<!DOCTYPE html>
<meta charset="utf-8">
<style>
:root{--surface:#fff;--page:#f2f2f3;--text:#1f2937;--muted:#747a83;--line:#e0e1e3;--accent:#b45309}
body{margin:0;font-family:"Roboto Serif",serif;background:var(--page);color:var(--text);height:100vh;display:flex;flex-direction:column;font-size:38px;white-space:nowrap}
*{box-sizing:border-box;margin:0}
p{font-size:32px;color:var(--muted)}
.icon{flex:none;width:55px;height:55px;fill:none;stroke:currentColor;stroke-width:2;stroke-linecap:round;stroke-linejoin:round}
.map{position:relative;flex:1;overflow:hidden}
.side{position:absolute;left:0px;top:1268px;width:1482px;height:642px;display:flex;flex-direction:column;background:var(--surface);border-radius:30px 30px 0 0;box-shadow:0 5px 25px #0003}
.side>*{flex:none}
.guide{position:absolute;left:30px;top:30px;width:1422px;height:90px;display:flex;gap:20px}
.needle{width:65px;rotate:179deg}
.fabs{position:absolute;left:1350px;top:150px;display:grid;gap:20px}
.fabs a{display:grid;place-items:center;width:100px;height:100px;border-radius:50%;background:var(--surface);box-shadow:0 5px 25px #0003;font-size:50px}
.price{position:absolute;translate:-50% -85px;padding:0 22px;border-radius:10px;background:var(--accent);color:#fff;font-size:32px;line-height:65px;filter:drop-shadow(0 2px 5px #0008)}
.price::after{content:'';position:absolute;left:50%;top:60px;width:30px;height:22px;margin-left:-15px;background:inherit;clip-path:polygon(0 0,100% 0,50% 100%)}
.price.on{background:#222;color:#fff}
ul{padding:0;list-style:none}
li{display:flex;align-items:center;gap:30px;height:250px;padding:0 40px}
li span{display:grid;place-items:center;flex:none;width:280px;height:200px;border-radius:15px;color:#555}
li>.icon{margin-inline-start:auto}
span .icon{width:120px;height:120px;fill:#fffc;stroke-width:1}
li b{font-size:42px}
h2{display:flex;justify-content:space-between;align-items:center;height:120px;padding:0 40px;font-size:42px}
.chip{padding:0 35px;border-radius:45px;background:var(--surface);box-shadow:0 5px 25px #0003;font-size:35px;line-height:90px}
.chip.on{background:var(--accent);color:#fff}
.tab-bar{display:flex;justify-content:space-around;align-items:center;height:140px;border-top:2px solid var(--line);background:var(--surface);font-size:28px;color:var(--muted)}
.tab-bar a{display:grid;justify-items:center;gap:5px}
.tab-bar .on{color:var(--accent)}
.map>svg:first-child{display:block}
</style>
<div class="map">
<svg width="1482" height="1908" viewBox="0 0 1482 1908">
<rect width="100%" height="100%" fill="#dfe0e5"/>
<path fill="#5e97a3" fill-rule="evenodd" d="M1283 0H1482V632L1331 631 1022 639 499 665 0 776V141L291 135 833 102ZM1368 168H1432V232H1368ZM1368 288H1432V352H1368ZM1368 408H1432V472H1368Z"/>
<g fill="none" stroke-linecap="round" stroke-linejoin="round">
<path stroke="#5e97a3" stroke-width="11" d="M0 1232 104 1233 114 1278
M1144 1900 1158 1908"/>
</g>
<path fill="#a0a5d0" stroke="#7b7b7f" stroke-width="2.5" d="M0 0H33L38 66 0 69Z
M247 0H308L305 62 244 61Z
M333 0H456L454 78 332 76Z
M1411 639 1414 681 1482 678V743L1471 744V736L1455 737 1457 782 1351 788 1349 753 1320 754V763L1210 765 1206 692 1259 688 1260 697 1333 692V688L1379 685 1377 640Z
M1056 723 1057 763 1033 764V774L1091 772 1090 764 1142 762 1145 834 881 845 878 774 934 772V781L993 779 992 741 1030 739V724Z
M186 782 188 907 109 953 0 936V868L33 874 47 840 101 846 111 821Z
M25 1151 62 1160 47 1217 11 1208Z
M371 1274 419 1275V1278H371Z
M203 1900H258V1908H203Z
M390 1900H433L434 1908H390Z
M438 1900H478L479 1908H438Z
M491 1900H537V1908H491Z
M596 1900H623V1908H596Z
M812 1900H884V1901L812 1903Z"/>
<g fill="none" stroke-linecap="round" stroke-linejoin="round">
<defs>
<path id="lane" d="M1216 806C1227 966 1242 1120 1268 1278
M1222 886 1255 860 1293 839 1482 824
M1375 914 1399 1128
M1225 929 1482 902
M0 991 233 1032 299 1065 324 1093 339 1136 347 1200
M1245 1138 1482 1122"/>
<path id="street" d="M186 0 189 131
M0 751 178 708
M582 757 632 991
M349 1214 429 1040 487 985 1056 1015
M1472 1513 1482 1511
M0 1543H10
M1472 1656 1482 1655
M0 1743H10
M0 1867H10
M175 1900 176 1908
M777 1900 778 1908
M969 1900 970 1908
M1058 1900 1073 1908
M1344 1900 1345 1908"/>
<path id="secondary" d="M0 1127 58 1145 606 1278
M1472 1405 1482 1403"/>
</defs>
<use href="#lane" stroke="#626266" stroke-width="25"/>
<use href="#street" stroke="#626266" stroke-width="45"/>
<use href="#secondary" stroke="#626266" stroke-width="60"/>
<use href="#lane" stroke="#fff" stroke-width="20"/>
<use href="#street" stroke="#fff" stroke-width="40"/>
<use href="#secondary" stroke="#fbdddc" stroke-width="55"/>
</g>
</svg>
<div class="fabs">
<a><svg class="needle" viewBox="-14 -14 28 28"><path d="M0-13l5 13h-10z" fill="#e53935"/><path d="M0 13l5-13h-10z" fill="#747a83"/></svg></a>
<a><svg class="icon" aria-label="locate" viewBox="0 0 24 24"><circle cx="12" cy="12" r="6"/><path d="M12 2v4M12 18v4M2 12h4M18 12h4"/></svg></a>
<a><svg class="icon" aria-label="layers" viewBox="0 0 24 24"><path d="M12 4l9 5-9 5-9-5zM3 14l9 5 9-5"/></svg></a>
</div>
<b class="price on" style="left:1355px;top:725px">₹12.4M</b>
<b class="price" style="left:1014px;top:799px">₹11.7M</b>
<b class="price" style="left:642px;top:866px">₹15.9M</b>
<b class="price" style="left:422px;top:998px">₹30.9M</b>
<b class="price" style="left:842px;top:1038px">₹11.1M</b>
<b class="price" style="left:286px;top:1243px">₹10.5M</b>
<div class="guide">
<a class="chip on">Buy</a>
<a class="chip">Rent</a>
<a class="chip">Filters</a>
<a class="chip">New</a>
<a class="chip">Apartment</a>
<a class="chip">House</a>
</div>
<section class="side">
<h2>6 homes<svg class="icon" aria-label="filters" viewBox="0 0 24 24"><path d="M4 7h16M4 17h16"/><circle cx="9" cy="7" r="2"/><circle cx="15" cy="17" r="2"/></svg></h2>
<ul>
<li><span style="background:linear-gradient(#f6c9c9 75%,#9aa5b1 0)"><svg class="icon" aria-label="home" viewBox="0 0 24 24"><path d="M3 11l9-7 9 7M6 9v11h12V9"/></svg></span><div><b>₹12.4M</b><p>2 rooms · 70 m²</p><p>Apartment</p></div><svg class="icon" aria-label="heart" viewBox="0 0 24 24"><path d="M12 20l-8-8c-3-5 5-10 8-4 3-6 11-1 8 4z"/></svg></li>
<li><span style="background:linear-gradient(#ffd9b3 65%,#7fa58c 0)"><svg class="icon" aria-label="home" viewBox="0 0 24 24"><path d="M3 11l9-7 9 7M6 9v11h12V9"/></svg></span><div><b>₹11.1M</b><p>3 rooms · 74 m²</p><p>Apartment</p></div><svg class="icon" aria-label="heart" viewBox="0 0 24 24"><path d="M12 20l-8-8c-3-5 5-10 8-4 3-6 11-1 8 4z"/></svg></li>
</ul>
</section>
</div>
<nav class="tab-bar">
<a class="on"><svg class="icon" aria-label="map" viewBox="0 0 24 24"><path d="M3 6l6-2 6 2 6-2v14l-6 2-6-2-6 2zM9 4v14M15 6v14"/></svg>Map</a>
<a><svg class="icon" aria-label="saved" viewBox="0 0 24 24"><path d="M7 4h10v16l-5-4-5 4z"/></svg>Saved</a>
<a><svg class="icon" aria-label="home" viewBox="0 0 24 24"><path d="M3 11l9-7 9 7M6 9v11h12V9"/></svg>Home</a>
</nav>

■ **EXERCISE**
Whenever a line in the entries above includes the word "direction", pull that line out.

■ **ANSWER SPACE**
body{margin:0;font-family:"Roboto Serif",serif;background:var(--page);color:var(--text);height:100vh;display:flex;flex-direction:column;font-size:38px;white-space:nowrap}
.side{position:absolute;left:0px;top:1268px;width:1482px;height:642px;display:flex;flex-direction:column;background:var(--surface);border-radius:30px 30px 0 0;box-shadow:0 5px 25px #0003}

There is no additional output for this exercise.